Out of the 19 sororities on campus, The Crimson White “received confirmation of at least six sororities endorsing candidates, three sororities incentivizing their members with points, one sorority requiring members to vote, and all sororities encouraging members to submit voter confirmation.”

By use of intimidation and incentives, these Greek organizations are directly harming the credibility of campus elections. Members of Greek life are coerced into conforming with the political preferences of their organizations’ leaders, creating a disingenuous voter base. 

This reflects a broader and more disturbing trend in UA Greek life at large. Members of many sororities and fraternities on campus lose a substantial degree of free will when they join; they face ostracization if they stray from the rigid instructions of their organization’s leadership, and the fear of such an outcome drives members to comply with behavior that they might not otherwise support.

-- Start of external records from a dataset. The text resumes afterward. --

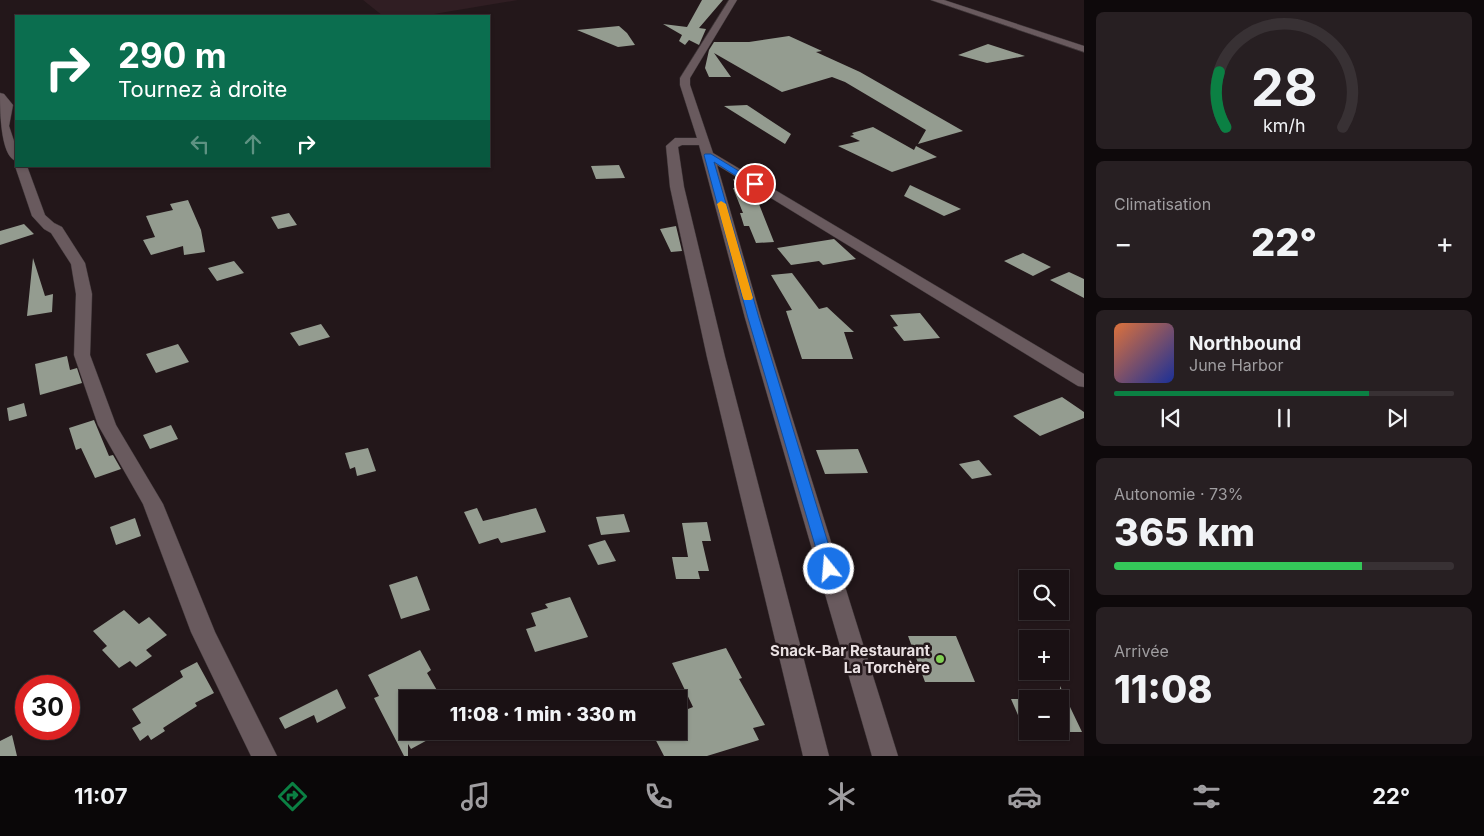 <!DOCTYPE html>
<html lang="fr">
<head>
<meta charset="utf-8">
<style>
  :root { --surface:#1a1114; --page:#271f22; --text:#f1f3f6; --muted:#9f9da0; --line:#383134; --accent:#0b8043 }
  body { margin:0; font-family:Inter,sans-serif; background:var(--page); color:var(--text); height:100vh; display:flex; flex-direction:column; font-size:19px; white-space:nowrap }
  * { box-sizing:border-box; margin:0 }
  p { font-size:16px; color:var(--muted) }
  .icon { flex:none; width:28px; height:28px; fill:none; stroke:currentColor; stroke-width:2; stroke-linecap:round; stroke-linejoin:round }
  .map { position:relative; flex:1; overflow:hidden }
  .sheet { display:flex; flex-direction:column; gap:12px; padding:12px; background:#0e090b; width:400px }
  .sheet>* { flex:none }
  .banner { position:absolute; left:15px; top:15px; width:475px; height:152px; border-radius:0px; box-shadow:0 1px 4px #0004,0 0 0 1px var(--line); background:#0b6e4f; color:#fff; overflow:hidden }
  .controls { position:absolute; left:1019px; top:570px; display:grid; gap:10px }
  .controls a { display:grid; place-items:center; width:50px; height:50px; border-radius:0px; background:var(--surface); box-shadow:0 1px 4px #0004,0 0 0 1px var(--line); font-size:25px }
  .speed { position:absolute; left:15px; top:675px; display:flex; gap:10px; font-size:25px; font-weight:700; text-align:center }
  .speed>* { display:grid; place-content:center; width:65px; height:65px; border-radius:50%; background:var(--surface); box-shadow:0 1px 4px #0004,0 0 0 1px var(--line); line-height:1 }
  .speed .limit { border:8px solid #d22; background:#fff; color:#111 }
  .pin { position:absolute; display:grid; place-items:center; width:42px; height:42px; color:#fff; margin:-21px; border:2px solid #fff; border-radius:50%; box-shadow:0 1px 5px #0007 }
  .me { position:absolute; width:55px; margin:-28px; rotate:343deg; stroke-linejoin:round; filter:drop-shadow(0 0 4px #0008) }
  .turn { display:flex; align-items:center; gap:18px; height:105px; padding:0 20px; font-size:22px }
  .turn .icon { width:65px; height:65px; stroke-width:2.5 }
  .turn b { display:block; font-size:35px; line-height:42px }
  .lanes { display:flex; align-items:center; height:48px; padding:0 20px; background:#0003; justify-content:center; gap:25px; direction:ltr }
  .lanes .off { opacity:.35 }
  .big { font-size:38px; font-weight:800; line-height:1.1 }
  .sheet .widget { flex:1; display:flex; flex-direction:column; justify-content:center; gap:8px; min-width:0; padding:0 18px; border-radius:8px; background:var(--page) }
  .sheet .dial { align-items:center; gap:0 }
  .dial svg { height:130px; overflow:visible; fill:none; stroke:var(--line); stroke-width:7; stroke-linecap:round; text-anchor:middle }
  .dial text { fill:var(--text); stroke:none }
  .song { display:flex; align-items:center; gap:15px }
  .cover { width:60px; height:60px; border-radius:8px; background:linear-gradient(135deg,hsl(20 70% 55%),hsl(230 70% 35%)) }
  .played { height:5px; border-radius:2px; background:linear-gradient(90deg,var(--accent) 75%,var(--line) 75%) }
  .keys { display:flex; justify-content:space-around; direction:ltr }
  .heat { display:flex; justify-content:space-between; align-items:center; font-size:28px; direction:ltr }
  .charge { height:8px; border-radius:4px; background:linear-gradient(90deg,#34c759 73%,var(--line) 0) }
  .trip { position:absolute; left:399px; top:690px; width:288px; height:50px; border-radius:0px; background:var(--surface); box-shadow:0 1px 4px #0004,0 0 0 1px var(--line); font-weight:800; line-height:50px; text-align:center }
  .dock { display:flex; height:80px; justify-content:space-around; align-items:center; background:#0a0708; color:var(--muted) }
  .dock .icon { width:35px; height:35px }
  .dock .on { color:var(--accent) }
  .dock b { font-size:22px; color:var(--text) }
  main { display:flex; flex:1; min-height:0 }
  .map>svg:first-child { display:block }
  .built { fill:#301e23 }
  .building { fill:#949c90 }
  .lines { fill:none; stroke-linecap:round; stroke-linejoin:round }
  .minor-casing { stroke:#3d3537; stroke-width:1 }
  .minor { fill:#695a5e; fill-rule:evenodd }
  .route { fill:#1a73e8; stroke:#114b97 }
  .slow { fill:#f59e0b }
  .poi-dot { fill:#80d052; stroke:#23171a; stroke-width:2 }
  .labels { text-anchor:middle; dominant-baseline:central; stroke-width:5; stroke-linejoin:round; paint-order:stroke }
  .near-poi-label { font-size:15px; font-weight:bold; fill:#eae1e3; stroke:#23171a; text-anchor:end }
</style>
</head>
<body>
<main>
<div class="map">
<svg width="1084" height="756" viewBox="0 0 1084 756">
  <rect width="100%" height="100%" fill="#23171a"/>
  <!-- built -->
  <path class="built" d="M363 0H518L422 16H383Z"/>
  <!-- building -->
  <path class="building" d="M702 0H723L699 28 706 29 699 45 689 40 685 45 679 41 682 35 663 24 687 27Z
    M619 26 627 33 635 45 618 47 577 30Z
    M789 36 822 51 816 52 860 72 963 131 918 144 926 130 845 82 832 77 782 92 714 53 731 77H709L705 68 709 50 714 42H749Z
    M988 44 1025 56 987 63 958 55Z
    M747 105 791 134 785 144 724 106Z
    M873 127 914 150 916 146 937 157 892 172 838 146 860 141 850 136 854 135 852 133Z
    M619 165 625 178 596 179 591 166Z
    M733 179 753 189 774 242 756 243 749 226H744L740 213H743L733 188H737Z
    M910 185 961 209 944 216 904 196Z
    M188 200 201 230 205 252 184 255 183 246 151 255 143 240 155 237 146 216 173 210 170 204Z
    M289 213 297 225 278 229 271 217Z
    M24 224 34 234 0 245V231Z
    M676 226 682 251 671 252 660 229Z
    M834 239 856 259 823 265 819 261 791 265 777 248Z
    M1023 253 1051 267 1033 276 1004 261Z
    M33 258 45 296 53 294 52 312 27 316Z
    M234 261 244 273 217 281 208 268Z
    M1069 272 1084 279V298L1050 280Z
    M792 273 819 309 827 307 854 332H844L853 359H802L786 311 792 310 771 275Z
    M920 313 940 338 904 341 893 327 898 326 890 315Z
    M321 324 330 337 299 346 290 333Z
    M178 344 189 362 156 373 146 354Z
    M67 356 70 370 77 368 82 383 40 395 35 364Z
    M1062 397 1084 412V418L1040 436 1013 416Z
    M24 403 27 416 9 421 7 408Z
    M94 420 109 456 113 455 121 469 95 478 81 448 76 450 69 428Z
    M171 425 178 439 150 449 143 435Z
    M368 448 376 471 357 476 355 467 350 469 345 453Z
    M858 449 868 473 825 474 816 450Z
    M979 460 992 475 972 479 959 464Z
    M477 508 483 521 536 508 546 532 501 543 498 538 479 544 464 512Z
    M624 514 630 532 601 535 596 517Z
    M135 518 141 536 116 545 110 527Z
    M707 522 711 541H702L709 571H698L700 579H676L672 557H688L682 523Z
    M605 540 616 561 598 565 588 545Z
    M417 576 430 610 401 619 389 585Z
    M570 597 588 637 535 652 526 629 536 626 531 613 548 608 545 604Z
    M124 610 139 624 149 617 167 635 146 650 152 656 136 667 130 661 119 668 102 650 107 646 93 631Z
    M908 636H956L975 682H925Z
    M726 648 742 678 739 679 765 725 753 728 759 740 707 756H664L651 731H678V713L693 707 672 663Z
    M420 650 431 670 427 673 442 699H408V731H444L411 749 408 744V756H404L374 698 379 696 368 675Z
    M197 662 214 693 195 703 197 706 163 728 165 731 151 740 148 735 140 741 132 728 141 723 132 709 183 677 180 671Z
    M1060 686 1082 732H1060Z
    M337 689 346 708 317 723 314 715 285 729 279 718Z
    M1011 699H1028V738Z
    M12 735 17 756H0V741Z"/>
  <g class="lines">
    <!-- minor casing -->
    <g class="minor-casing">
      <path id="minor" d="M729 0H737L690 78V85L713 153 1084 374V387L1078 386 717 165 761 318 898 756H872L745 318 699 145H682L678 147 684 187 725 357 829 756H803L707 357 670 187 666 146 675 138H697L680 85V78Z
        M931 0H944L1084 46V52Z
        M0 93 4 94 13 105 9 126 16 147V161C0 156 0 108 0 93Z
        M16 164V166H27L45 215 54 223 62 227 85 263 92 294 90 355 116 425 163 504 215 632 277 756H251L191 632 143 504 98 425 74 355 76 294 71 264 51 233 44 229 32 216 15 166Z"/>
    </g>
    <!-- minor -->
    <use href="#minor" class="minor"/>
  </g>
  <!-- route -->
  <path class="route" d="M705 154H711L760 184 752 186 714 162 759 318 836 569 834 573 829 575 824 573 822 569 748 318 704 155Z"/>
  <!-- slow -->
  <path class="slow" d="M721 201 726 204 753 298 751 300H744L743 298 717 204Z"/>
  <!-- markers -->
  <circle class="poi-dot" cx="940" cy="659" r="5"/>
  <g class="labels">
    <!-- near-poi labels -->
    <g class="near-poi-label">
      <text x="930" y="650">Snack-Bar Restaurant<tspan x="930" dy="17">La Torchère</tspan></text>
    </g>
  </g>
</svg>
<div class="controls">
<a><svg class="icon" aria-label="search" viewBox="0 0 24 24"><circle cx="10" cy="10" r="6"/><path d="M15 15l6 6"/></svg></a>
<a>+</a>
<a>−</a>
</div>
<div class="speed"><div class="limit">30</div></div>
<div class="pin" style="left:755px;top:184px;background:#d93025"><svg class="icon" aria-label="arrive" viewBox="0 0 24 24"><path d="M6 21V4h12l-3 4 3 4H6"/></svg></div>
<svg class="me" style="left:829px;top:569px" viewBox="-20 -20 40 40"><circle r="17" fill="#1a73e8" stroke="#fff" stroke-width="3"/><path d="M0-11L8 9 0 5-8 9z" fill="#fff"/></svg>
<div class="trip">11:08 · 1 min · 330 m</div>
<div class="banner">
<div class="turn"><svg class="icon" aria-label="right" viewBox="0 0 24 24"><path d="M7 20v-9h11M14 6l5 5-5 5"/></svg><div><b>290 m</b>Tournez à droite</div></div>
<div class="lanes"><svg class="icon off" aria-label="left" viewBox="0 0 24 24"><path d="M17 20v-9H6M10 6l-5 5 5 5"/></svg><svg class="icon off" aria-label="ahead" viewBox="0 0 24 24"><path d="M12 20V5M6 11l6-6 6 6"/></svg><svg class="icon" aria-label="right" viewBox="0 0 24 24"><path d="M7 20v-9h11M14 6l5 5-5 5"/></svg></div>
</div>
</div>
<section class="sheet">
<div class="widget dial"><svg viewBox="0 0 100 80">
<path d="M14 69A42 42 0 1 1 86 69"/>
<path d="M14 69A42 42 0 0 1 10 35" stroke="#0b8043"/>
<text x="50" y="56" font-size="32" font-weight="700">28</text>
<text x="50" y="72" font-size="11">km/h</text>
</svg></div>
<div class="widget"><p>Climatisation</p>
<div class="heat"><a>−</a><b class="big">22°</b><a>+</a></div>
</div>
<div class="widget">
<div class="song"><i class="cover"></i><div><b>Northbound</b><p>June Harbor</p></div></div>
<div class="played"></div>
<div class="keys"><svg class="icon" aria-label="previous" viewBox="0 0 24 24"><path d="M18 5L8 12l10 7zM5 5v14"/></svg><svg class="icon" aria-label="pause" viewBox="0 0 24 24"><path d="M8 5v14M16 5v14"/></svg><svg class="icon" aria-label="next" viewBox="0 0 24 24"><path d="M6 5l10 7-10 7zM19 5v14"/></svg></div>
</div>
<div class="widget"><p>Autonomie · 73%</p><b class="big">365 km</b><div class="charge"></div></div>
<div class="widget"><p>Arrivée</p><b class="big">11:08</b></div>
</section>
</main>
<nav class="dock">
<b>11:07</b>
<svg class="icon on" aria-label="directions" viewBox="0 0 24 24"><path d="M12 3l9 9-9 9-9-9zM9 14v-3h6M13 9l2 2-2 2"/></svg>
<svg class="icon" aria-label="music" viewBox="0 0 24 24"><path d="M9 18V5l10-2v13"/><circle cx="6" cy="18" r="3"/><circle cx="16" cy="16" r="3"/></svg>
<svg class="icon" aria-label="phone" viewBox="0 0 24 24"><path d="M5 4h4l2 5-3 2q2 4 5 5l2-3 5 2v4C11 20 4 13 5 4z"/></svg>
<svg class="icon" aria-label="climate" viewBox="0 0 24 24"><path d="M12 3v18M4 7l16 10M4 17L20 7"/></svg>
<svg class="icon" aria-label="car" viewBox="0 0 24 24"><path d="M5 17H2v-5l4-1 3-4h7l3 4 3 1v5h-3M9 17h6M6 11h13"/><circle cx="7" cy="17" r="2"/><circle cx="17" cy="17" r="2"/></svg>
<svg class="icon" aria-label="filters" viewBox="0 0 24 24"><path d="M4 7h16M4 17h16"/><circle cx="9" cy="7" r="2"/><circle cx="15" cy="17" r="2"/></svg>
<b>22°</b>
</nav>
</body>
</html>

This frankly cultish character of many Greek organizations goes beyond harmless tradition. It is directly related to the corruption of the Machine — the University’s not-so-secret secret society, which controls campus elections through ties to the SGA and Greek life.

Indeed, the Elections Board’s dismissal of the aforementioned complaint — put forward by SGA Sen. John Dodd, with regard to Pi Beta Phi’s incentivizing of voters — is indicative of the Machine’s iron grip on student government here at The University of Alabama. 

The tactics used by Greek organizations to enforce voter conformity are not well-kept secrets — we are all aware that this corruption is taking place, including the Elections Board.

Unfortunately, the SGA remains caught in a vicious cycle as Machine candidates continue to be elected by Machine-controlled elections and then control subsequent elections in turn. Once these Machine affiliates are in office, they also make sure to dismiss any complaints of corruption, such as Dodd’s. 

The Elections Board’s dismissal of Dodd’s complaint should set off alarms around campus. It should act as yet another wake-up call to the realities of our laughably corrupt student leadership here at the Capstone.

It also must be noted that these unscrupulous practices set dangerous precedents and expectations which reach far beyond our University. The SGA is a direct pipeline to future careers in public service and politics for many students.

When we accept corruption and immorality as the norm here, who is to say that such norms will not extend into the practices of future leaders who found their start in the University’s student government? If the Capstone is “where legends are made,” and it is also a place where rampant corruption is welcomed with open arms, then what “legends” are we really making?

The realities of this situation are discouraging. It feels as though no real change can be effected as long as the Machine exists here on campus. However, we must continue to push back against the perversion of our institutions and values as much as possible. We must refuse to let our votes and voices be silenced.

It is imperative that University administration and faculty finally take a long overdue stand against the Machine. It is ridiculous that those who are supposedly responsible for creating a safe, productive and equitable environment for our student body continue to feign ignorance of the Machine. 

They allow a dangerous, regressive and discriminatory organization to not only survive but thrive. They cannot keep claiming ignorance when articles detailing the Machine’s persistent harm to our campus fill the pages of The Crimson White. The CW is not alone in our criticism of the Machine; anyone paying attention can tell students are tired of the institution that dictates our campus lives.

Dodd’s complaint may have been dismissed by the Elections Board, but that in no way means that the fight against corruption in our elections, student government and Greek organizations is over. It may be tiring at this point to hear complaints about the Machine, but its critics will not relent until we see true justice reflected in campus elections.